Techchak’s products are limited to all services provided and available on the platform including, but not limited to the pertinent user documentation, the periodic updates, error corrections, enhancements, and new releases or access provided on the platform. The platform is owned and operated by Techchak and or its licensors.
In consideration of the fees paid by individuals or entities, and subject to the terms and conditions of this agreement, Techchak grants in exchange for payment a nonexclusive, nontransferable license to use the platform and all related software for the specific purpose intended, and for the time period specified in any applicable order only for the paying individual and/or entity’s operations and benefit. All parties granted license after payment must implement appropriate safeguards and controls to prevent unauthorized use of the platform and loss or disclosure of the license. A license does not grant any party the authority to copy, modify, transfer, or distribute any information, material, project, or ideas on the platform; and further does not grant the authority to sublicense, rent, lease, or sue the platform in a service bureau, on-line or time-sharing environment.
THE REMEDIES AND WARRANTIES IN THIS AGREEMENT ARE EXCLUSIVE AND REPLACE ALL OTHER REMEDIES AND WARRANTIES, EXPRESS OR IMPLIED, INCLUDING IMPLIED WARRANTIES OF MERCHANTABILITY AND FITNESS FOR A PARTICULAR PURPOSE.
Customer data, as used in this agreement, means information that is disclosed in the platform by any customer in connection with the provision of the services, and that is processed, prepared, accessed, used, aggregated, or generated, or any combination thereof, in connection with the performance of the services.
All undisputed amounts are due and payable at the time of the agreement and/or within 30 days of receipt of invoice. Prices, fees, and other charges are set forth herein and are exclusive of taxes. If any authority imposes a tax, including sales, use, withholding, value added, or other taxes, duty, levy, or fee upon products or third-party products affiliated with Techchak managed services under this agreement, the customer agrees to pay the amount as specified in the invoice or supply sufficient exemption documentation.
Neither party is responsible for failure to fulfill any obligation due to causes beyond its control, provided the party seeking the benefit of this subsection uses its commercially reasonable best effort to perform.

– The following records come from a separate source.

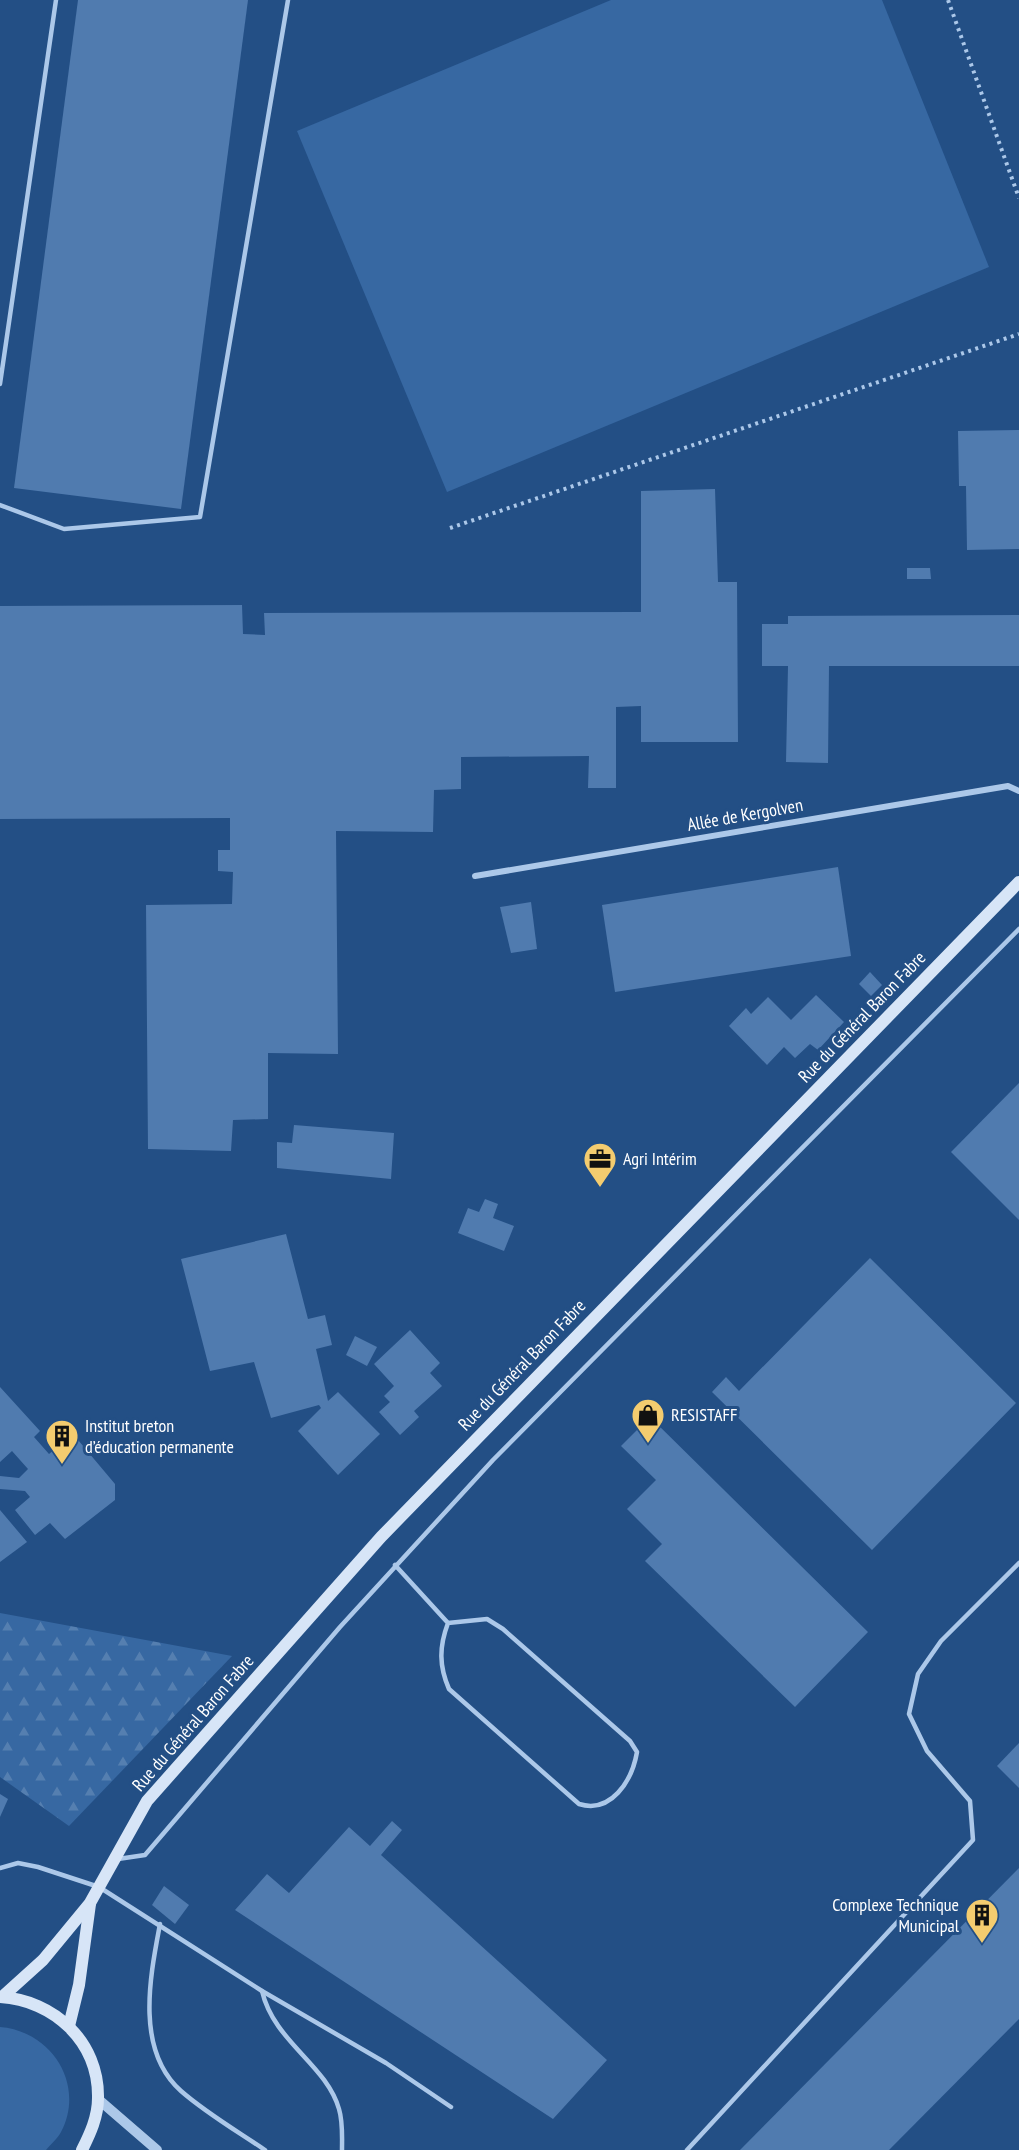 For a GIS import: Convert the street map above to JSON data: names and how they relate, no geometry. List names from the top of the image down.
{
  "streets": {
    "main road": ["Rue du Général Baron Fabre"],
    "street": ["Allée de Kergolven"]
  },
  "places": {
    "office": ["Agri Intérim"],
    "shop": ["RESISTAFF"],
    "building": ["Institut breton d’éducation permanente", "Complexe Technique Municipal"]
  }
} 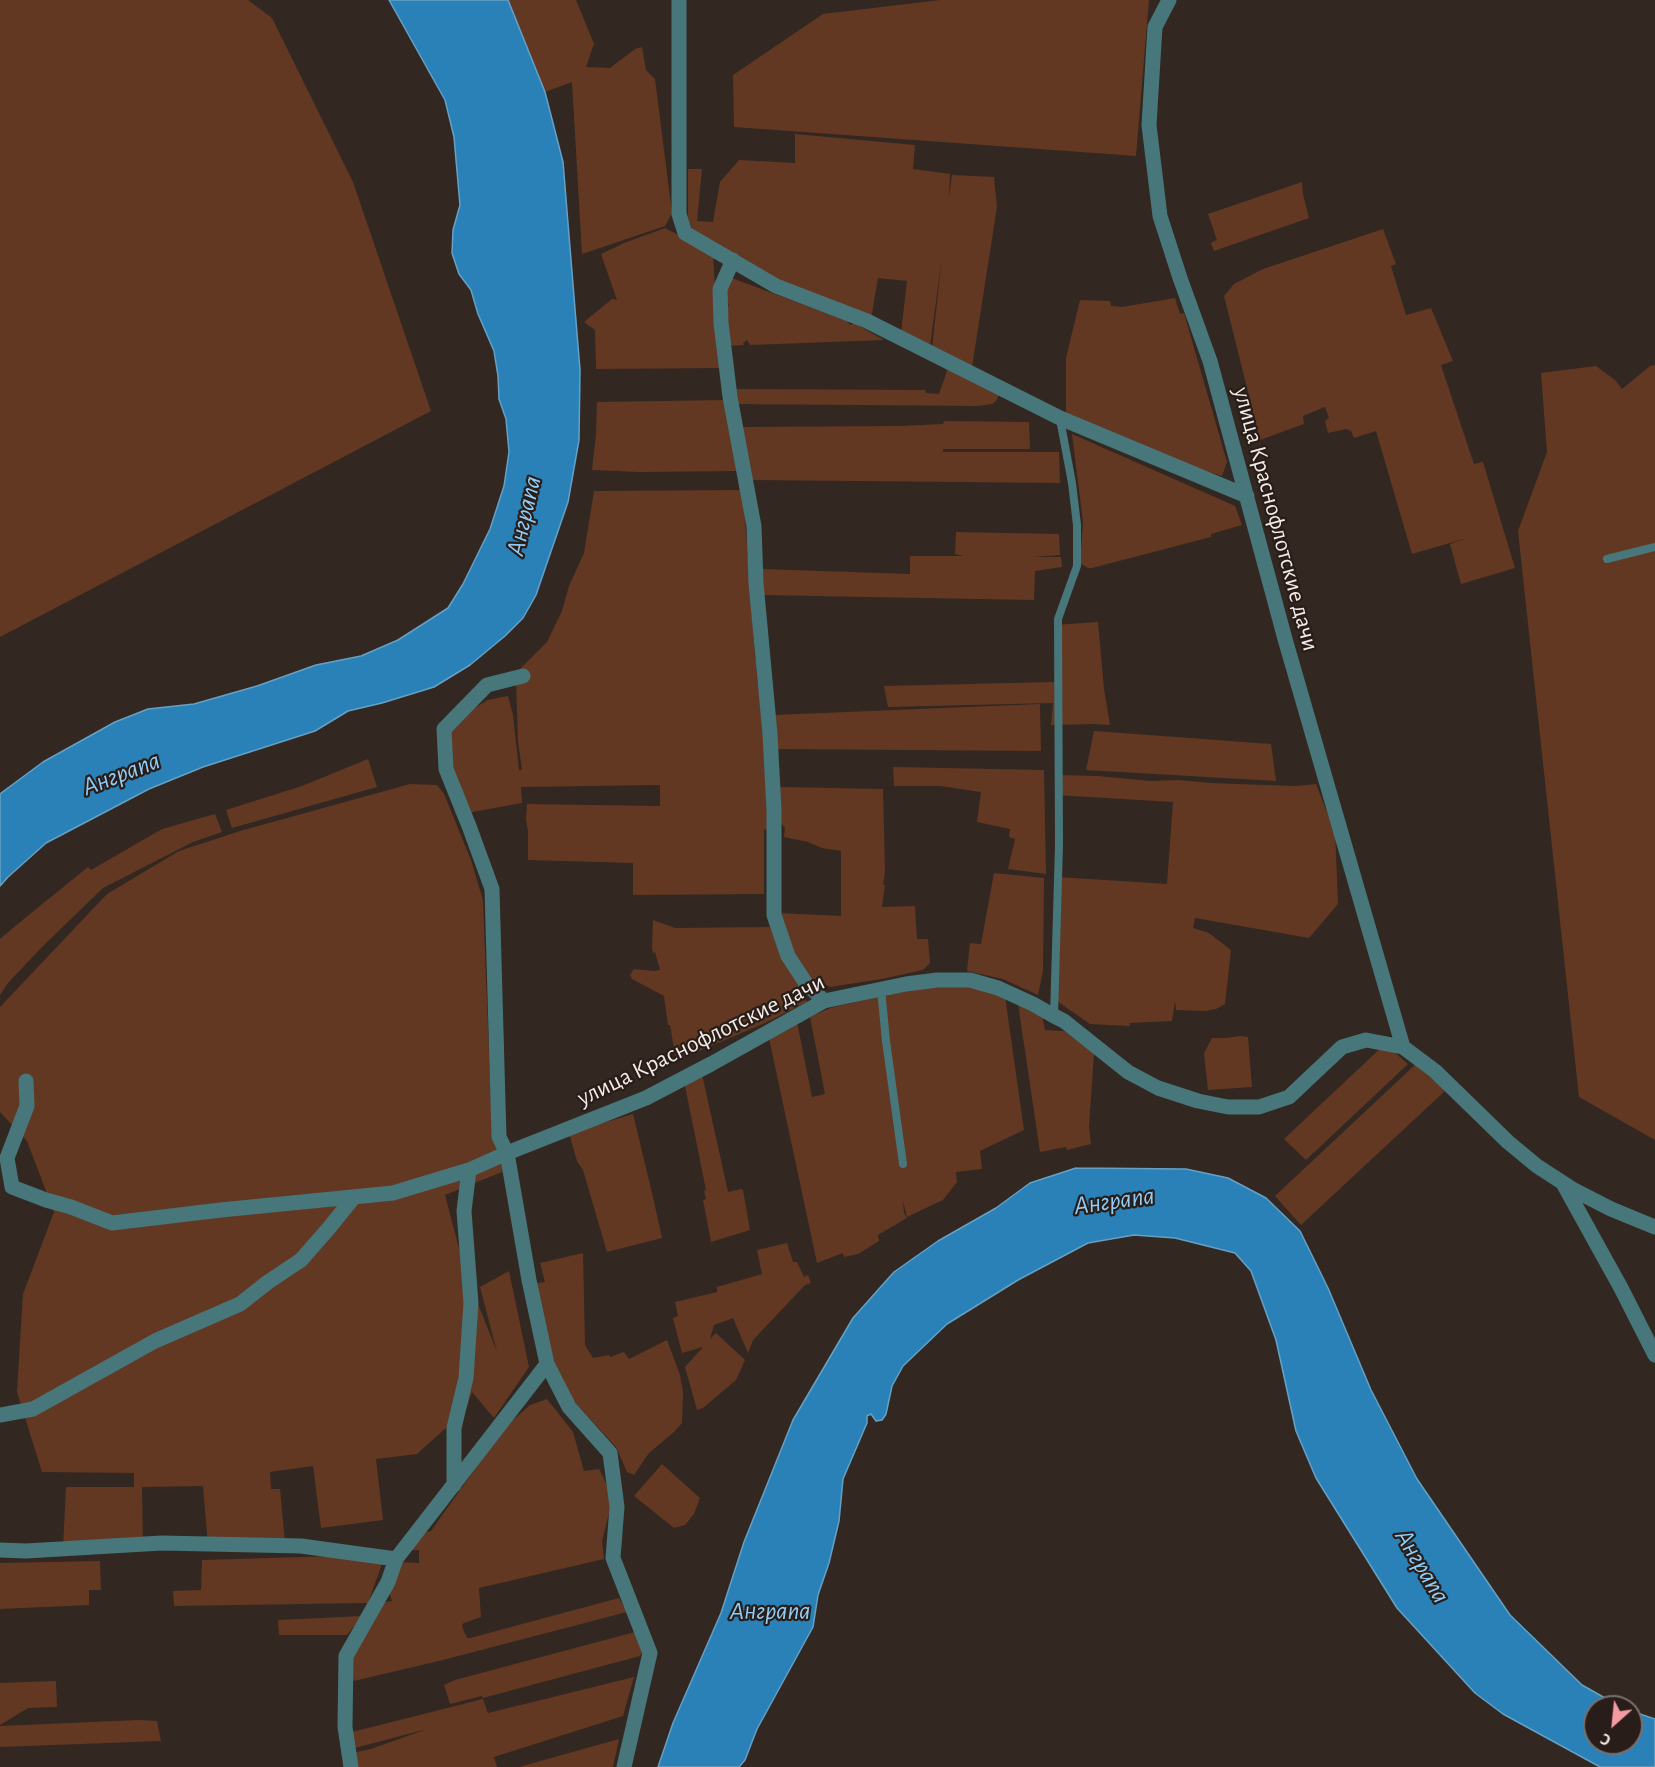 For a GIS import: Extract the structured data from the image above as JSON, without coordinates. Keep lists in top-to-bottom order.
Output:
{
  "streets": {
    "street": ["улица Краснофлотские дачи"]
  },
  "water": ["Анграпа"],
  "north": "bottom left"
} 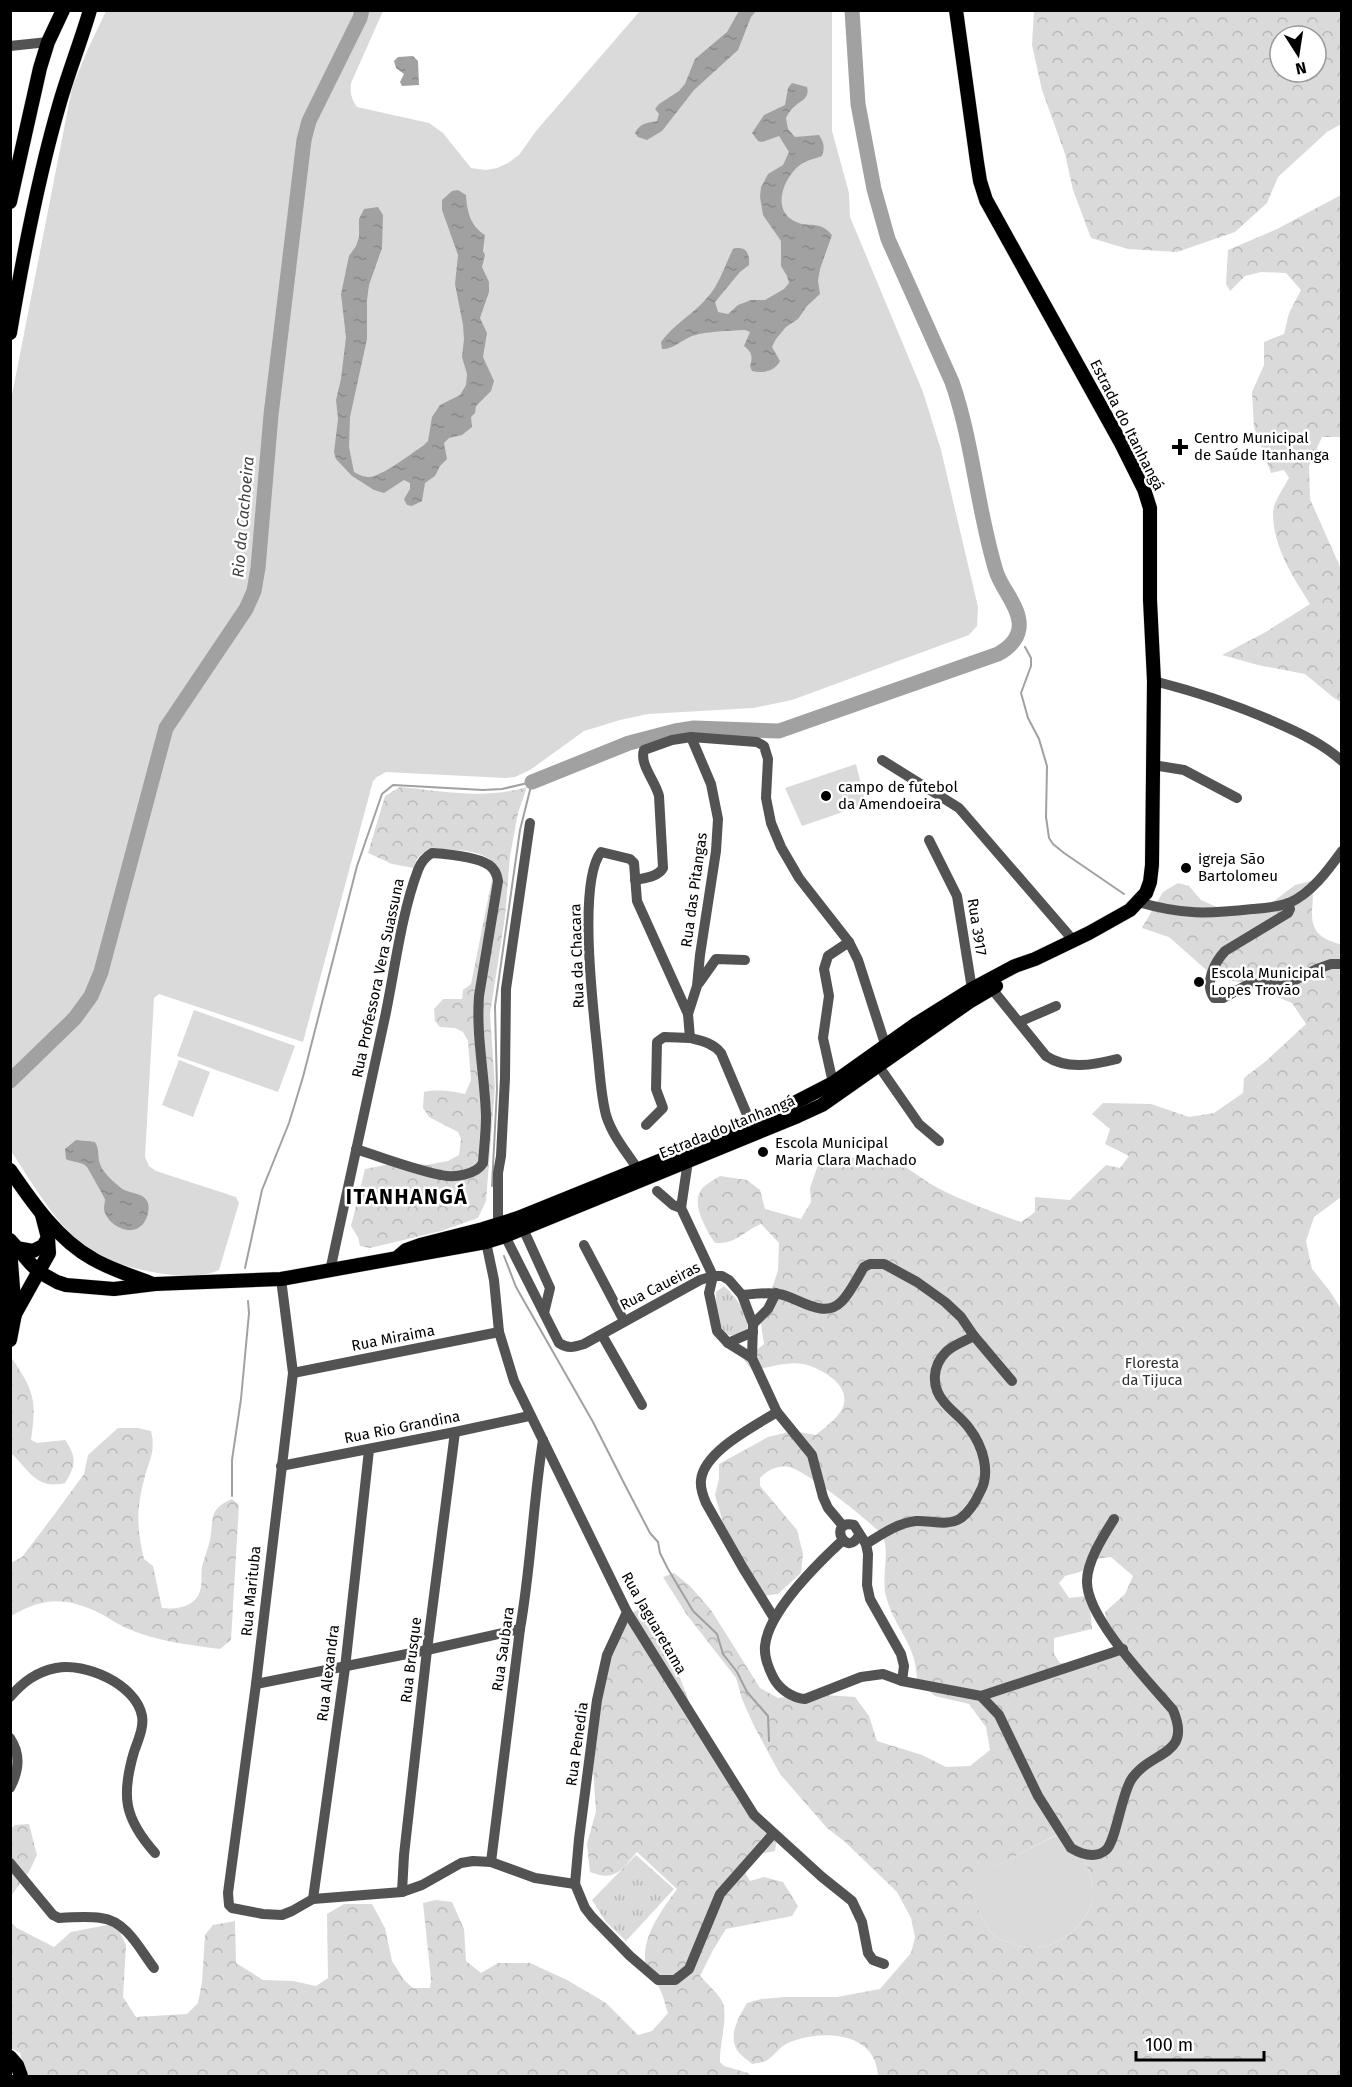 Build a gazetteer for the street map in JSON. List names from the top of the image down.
{
  "streets": {
    "main road": ["Estrada do Itanhangá"],
    "street": [
      "Rua das Pitangas",
      "Rua 3917",
      "Rua da Chacara",
      "Rua Professora Vera Suassuna",
      "Rua Caueiras",
      "Rua Miraima",
      "Rua Rio Grandina",
      "Rua Marituba",
      "Rua Jaguaretama",
      "Rua Saubara",
      "Rua Brusque",
      "Rua Alexandra",
      "Rua Penedia"
    ]
  },
  "crossings": [
    ["Estrada do Itanhangá", "Rua 3917"],
    ["Estrada do Itanhangá", "Rua da Chacara"],
    ["Estrada do Itanhangá", "Rua Professora Vera Suassuna"],
    ["Estrada do Itanhangá", "Rua Marituba"],
    ["Estrada do Itanhangá", "Rua Jaguaretama"],
    ["Rua das Pitangas", "Rua da Chacara"],
    ["Rua Miraima", "Rua Marituba"],
    ["Rua Miraima", "Rua Jaguaretama"],
    ["Rua Rio Grandina", "Rua Marituba"],
    ["Rua Rio Grandina", "Rua Jaguaretama"],
    ["Rua Rio Grandina", "Rua Brusque"],
    ["Rua Rio Grandina", "Rua Alexandra"],
    ["Rua Marituba", "Rua Alexandra"],
    ["Rua Jaguaretama", "Rua Saubara"],
    ["Rua Jaguaretama", "Rua Penedia"]
  ],
  "districts": ["ITANHANGÁ"],
  "water": ["Rio da Cachoeira"],
  "parks": ["Floresta da Tijuca"],
  "places": {
    "health": ["Centro Municipal de Saúde Itanhanga"],
    "other": [
      "campo de futebol da Amendoeira",
      "igreja São Bartolomeu",
      "Escola Municipal Lopes Trovão",
      "Escola Municipal Maria Clara Machado"
    ]
  },
  "scale_bar": "100 m",
  "north": "bottom"
}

This agreement is governed by the laws of the State of Maryland, excluding conflict of law rules. The United Nations Convention on Contracts for the International Sale of Goods and/or Services will not apply to this agreement in any capacity.
All notices under this agreement must be in writing and will be effective when delivered by mail, email, facsimile, or any other means with confirmation of receipt, to the address specified or such other address as the parties may designate by notice from time to time.
This agreement constitutes the complete and exclusive agreement between the parties regarding its subject matter and superseded any prior oral or written proposals, correspondence, representations, warranties and communications, including any shrink wrap or click wrap terms and conditions. Techchak reserves the right to modify this agreement at any time and for any reason with or without prior notice to the users. In the event any provision of this agreement or portions thereof are held to be invalid or unenforceable, the remainder of this agreement will remain in full force and effect.